Незаметно для самих себя мы в какой- то степени усваиваем социалистический взгляд на вещи. К примеру, домашняя хозяйка, придя в магазин, спросит: «Кто последний?» и пристроится в хвост очереди. Мы же можем пройти прямо к прилавку и либо сказать, что мы на работе и у нас осталось десять минут от обеденного перерыва, либо что-нибудь еще придумать, в общем, попробовать вступить в переговоры. И в большинстве случаев нам уступят. В Японии же такой номер не пройдет. Что почувствует бывший пленный в такой ситуации? Это вот кардинальной важности проблема, а не просто вопрос о том, каков процент по-настоящему уверовавших среди сибирских демократов.
В старом лагере я повстречал сержанта Советской Армии, который дошел в войну до Вены, а с наступлением мира вернулся на родину. Его удивило, что европейские рабочие живут гораздо лучше, чем он думал раньше. И он был потрясен тем, что вечером улицы европейских городов ярко освещены, что магазины ломятся от высококачественных товаров. Полунищая, разоренная войной Европа оставила неизгладимый след в сознании русского сержанта.

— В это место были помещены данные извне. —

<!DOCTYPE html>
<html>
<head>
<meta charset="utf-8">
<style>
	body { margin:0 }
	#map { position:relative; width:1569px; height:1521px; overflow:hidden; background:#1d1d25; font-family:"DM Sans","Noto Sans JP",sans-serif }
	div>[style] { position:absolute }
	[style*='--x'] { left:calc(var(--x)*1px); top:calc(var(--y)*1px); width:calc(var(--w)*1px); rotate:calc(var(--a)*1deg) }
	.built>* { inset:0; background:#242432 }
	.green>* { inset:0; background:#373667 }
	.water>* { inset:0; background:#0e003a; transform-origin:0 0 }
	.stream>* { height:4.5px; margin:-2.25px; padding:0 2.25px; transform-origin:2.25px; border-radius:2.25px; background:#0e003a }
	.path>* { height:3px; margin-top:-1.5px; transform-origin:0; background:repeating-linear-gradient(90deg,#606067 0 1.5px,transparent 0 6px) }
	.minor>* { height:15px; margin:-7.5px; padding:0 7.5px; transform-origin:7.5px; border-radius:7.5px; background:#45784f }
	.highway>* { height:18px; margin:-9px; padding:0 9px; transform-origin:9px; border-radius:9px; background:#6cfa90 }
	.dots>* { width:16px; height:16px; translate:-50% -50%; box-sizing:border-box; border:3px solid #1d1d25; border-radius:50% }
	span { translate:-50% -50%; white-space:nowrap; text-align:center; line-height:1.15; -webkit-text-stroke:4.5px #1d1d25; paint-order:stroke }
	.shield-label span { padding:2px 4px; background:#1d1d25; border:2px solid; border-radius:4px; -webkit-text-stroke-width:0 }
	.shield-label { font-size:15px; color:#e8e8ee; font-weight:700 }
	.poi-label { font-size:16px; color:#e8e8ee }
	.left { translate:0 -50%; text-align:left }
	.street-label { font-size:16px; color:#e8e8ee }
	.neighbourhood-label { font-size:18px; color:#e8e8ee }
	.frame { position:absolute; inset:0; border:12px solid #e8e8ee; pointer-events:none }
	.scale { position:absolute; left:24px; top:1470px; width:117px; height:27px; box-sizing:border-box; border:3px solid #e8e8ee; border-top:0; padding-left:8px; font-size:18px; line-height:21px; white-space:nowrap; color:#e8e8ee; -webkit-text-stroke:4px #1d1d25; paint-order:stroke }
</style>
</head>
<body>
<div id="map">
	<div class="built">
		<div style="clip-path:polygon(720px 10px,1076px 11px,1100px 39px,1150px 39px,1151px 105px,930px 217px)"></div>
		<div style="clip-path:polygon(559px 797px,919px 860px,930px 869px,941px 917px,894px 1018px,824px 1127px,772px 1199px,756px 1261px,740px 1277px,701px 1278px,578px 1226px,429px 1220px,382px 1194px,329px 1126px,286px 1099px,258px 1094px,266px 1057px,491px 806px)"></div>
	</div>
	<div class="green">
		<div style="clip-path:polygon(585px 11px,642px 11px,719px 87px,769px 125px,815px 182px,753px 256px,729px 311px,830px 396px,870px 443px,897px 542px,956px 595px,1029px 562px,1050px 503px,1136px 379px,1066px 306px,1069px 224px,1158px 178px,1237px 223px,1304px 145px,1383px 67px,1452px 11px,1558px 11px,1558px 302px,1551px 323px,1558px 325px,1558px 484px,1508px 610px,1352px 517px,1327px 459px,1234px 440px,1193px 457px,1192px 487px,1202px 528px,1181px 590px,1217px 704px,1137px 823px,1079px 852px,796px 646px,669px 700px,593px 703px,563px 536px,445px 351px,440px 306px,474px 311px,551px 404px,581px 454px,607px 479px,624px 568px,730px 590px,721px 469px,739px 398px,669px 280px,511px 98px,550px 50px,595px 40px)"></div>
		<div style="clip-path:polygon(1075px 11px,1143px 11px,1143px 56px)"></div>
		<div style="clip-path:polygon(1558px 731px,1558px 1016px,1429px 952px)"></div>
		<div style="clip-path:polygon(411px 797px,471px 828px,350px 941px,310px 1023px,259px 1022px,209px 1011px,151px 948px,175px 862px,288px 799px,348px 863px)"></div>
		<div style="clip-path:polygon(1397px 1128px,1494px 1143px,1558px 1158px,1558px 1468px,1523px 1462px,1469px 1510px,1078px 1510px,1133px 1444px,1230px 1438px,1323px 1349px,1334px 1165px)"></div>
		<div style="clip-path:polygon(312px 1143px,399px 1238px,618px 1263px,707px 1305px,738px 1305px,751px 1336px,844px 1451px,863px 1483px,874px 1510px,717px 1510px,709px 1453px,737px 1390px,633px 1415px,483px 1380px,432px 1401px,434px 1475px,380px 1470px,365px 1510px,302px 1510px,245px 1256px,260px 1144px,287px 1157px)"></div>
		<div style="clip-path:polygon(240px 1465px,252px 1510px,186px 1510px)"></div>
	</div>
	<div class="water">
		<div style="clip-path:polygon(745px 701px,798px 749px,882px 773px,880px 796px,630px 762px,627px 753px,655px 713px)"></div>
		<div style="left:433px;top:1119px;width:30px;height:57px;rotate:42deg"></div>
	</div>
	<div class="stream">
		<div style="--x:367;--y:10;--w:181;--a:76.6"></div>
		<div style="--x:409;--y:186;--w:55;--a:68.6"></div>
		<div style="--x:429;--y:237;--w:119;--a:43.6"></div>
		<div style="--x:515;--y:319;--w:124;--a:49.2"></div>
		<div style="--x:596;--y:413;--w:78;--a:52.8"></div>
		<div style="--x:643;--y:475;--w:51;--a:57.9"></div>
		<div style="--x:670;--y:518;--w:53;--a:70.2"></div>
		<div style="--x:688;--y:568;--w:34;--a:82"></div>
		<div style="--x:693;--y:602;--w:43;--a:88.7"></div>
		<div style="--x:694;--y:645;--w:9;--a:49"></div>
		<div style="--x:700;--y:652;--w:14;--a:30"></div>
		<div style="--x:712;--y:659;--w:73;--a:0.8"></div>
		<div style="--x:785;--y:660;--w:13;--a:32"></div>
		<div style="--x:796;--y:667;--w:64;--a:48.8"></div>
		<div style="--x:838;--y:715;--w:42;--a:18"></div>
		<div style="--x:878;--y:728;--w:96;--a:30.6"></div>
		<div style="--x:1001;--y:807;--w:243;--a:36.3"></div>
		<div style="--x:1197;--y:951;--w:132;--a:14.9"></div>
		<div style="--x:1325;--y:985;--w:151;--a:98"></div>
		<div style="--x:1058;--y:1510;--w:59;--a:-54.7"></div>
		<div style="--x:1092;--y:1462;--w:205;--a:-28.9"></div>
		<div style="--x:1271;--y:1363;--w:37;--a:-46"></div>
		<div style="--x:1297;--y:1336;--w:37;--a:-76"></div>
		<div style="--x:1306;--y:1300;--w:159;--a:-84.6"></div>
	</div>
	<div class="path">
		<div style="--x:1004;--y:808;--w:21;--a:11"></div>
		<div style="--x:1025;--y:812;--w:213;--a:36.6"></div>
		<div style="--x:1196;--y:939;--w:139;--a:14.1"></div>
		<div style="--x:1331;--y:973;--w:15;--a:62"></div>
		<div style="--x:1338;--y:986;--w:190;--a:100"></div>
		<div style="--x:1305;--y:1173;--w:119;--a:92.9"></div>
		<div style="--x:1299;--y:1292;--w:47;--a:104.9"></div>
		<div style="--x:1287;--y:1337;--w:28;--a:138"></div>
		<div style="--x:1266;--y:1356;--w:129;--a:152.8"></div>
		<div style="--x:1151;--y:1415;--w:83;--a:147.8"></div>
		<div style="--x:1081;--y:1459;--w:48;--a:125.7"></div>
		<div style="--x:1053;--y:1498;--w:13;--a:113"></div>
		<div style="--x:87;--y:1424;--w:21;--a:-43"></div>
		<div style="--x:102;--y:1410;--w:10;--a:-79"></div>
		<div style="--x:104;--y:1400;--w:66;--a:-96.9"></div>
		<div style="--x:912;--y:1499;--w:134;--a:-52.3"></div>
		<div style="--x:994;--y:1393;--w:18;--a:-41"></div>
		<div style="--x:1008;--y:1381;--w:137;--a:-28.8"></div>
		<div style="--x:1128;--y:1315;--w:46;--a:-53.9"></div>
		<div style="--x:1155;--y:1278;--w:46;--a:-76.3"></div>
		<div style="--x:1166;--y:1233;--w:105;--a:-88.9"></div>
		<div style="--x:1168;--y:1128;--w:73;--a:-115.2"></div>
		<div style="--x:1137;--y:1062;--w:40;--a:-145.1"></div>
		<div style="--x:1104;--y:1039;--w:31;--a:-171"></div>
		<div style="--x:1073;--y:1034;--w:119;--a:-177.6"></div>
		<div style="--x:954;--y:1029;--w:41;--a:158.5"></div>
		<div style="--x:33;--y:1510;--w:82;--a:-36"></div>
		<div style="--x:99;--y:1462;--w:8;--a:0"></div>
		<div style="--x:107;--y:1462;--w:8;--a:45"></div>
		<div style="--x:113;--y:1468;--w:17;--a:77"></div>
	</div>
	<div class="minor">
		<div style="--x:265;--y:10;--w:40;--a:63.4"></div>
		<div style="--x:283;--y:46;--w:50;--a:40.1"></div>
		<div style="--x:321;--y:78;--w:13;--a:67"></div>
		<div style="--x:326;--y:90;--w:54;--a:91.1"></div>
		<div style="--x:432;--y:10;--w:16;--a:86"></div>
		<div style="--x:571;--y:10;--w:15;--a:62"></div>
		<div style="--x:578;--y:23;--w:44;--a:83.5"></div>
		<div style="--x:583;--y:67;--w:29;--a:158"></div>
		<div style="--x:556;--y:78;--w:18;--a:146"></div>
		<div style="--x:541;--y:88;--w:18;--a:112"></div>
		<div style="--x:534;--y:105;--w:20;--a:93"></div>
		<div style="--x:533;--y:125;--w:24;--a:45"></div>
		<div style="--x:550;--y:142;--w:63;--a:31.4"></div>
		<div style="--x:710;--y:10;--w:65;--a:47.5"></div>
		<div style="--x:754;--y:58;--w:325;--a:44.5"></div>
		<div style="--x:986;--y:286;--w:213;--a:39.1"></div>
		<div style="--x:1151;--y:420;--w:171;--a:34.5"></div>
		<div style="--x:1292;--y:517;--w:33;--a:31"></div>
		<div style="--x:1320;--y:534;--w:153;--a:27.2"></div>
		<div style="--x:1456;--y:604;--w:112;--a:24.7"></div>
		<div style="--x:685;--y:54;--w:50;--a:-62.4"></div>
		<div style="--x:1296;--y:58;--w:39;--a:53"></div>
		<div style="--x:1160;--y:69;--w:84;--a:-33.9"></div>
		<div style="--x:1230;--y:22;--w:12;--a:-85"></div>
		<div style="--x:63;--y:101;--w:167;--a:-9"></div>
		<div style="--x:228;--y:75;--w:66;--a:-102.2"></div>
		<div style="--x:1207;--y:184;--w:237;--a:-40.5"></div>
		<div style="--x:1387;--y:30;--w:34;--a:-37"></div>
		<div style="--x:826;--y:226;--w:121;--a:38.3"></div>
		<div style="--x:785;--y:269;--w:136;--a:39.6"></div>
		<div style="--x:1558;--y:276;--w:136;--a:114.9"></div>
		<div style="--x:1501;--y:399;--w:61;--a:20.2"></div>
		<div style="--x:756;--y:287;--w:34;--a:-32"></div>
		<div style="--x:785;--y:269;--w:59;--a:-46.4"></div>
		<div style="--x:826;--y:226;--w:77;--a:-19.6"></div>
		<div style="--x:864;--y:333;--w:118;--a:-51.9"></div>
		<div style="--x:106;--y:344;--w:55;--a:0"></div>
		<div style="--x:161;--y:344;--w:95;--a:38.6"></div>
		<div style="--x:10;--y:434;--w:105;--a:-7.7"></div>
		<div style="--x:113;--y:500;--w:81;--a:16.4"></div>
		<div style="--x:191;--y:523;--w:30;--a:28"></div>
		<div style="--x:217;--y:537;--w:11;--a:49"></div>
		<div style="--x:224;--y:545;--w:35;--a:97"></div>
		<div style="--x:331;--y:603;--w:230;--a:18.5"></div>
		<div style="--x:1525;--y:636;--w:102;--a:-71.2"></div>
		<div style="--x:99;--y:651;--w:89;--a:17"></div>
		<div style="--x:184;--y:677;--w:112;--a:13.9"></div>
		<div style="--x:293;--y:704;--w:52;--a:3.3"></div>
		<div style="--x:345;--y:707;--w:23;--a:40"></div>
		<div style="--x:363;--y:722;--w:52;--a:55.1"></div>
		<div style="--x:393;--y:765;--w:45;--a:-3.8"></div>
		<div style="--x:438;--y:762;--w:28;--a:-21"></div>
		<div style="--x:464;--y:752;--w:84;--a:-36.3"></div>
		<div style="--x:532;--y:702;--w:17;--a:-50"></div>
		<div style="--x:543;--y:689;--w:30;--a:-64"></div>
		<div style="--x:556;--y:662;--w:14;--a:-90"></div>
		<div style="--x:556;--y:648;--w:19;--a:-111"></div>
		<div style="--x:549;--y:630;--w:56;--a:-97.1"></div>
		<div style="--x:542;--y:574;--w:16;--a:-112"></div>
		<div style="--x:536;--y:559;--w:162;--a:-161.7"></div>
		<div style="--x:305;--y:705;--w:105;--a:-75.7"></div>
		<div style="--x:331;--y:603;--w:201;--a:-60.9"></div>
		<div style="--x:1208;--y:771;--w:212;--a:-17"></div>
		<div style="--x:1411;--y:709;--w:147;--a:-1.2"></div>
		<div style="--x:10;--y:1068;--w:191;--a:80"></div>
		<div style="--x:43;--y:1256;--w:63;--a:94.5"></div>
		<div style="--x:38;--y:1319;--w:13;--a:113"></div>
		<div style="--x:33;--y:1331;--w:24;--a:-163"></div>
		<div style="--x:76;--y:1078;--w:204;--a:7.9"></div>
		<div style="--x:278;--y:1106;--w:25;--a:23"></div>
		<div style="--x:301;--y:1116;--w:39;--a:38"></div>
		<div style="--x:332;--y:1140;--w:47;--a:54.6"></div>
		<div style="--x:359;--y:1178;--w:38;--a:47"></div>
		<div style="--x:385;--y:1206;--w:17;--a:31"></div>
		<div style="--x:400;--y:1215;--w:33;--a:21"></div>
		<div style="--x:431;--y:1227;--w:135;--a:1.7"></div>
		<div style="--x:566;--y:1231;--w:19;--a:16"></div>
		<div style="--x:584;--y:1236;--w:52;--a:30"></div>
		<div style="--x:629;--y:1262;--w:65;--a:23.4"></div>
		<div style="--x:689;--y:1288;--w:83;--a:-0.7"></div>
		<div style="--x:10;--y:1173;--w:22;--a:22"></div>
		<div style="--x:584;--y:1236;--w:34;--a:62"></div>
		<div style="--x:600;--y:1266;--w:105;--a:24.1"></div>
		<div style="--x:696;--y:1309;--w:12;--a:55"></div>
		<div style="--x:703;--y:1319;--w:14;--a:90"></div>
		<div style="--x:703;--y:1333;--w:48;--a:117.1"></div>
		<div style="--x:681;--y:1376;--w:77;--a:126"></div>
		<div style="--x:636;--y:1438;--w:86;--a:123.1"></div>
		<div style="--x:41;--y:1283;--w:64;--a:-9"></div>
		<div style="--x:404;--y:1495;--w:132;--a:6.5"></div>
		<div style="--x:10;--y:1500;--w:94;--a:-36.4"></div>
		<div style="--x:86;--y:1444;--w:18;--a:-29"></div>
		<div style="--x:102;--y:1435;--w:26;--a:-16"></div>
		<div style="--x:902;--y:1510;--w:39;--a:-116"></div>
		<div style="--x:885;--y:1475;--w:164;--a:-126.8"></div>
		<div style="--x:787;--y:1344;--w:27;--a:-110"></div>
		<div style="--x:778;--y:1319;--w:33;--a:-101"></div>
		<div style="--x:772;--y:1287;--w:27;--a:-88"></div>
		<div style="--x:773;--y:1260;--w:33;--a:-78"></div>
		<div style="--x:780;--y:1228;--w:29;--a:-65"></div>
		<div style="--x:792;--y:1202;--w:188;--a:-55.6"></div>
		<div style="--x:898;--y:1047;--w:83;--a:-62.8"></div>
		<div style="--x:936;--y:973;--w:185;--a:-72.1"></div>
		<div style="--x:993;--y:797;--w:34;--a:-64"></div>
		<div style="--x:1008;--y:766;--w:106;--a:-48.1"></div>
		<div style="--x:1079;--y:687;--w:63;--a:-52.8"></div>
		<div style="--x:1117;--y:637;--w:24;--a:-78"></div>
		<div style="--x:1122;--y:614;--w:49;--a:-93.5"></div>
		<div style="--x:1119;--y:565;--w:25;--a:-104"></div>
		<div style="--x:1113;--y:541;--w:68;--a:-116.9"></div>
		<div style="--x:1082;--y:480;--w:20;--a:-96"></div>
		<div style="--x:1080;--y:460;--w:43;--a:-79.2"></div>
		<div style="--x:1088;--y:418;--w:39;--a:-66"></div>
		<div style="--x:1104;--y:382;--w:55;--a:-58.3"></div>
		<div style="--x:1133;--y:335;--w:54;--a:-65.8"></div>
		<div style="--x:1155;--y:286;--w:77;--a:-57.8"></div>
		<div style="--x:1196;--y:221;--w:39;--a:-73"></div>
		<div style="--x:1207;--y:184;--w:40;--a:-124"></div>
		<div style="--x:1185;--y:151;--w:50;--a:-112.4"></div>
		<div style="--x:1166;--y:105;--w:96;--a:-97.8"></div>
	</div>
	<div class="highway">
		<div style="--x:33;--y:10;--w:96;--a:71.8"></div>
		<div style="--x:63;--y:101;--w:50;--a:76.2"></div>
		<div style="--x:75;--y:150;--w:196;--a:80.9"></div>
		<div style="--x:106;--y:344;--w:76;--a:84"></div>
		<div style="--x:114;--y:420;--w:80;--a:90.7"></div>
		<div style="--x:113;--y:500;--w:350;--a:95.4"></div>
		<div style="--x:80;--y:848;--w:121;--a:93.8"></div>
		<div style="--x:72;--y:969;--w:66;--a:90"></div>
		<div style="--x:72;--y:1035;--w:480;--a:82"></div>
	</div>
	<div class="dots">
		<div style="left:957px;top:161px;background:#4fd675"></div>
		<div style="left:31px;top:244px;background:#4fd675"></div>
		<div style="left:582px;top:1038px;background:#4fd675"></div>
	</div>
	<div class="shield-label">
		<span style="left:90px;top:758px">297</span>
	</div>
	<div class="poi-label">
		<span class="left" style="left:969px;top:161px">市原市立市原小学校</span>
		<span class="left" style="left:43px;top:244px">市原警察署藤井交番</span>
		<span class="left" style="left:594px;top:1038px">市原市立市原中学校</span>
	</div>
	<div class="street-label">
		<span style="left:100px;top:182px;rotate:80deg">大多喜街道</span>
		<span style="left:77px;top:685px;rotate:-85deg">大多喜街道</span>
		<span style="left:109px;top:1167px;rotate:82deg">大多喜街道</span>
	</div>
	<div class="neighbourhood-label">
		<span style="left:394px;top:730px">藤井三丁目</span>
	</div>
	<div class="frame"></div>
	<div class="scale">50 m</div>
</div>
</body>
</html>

Нечто подобное, только в совершенно ином контексте, происходит сейчас с японцами. Короче говоря, в роте со мной пребывают солдаты, которые в Японии не знали вкуса хлеба. Теперь же чуть ли не все из них хотят хотя бы раз в день есть хлеб. А возьмите лагерные хоры и митинги. Это ведь, по-моему, очень серьезно, что солдаты вернутся домой, как говорится, прикипев к тому и другому.
Все, о чем я говорю, имеет огромное значение, несопоставимое со значением индивидуальных случаев, будь то судьба Алексея Толстого, повидавшего упадок Западной Европы и вернувшегося на некогда покинутую родину, или судьба Юрико Накадзё-Миямото, считавшей, что жизнь в Москве приблизила ее к коммунизму.
— Как это понимать? Ты, Такасуги, выходит, поддерживаешь «демократическое движение», которое ныне развивают солдаты?
— Не надо спешить. Что за привычка вечно забегать вперед! У меня, как и у вас, истинность «демократического движения» вызывает сомнения, оно кажется мне фальшивым. А если совсем откровенно, то просто пеной. Но под этой пеной движется нечто такое, на что нельзя закрывать глаза.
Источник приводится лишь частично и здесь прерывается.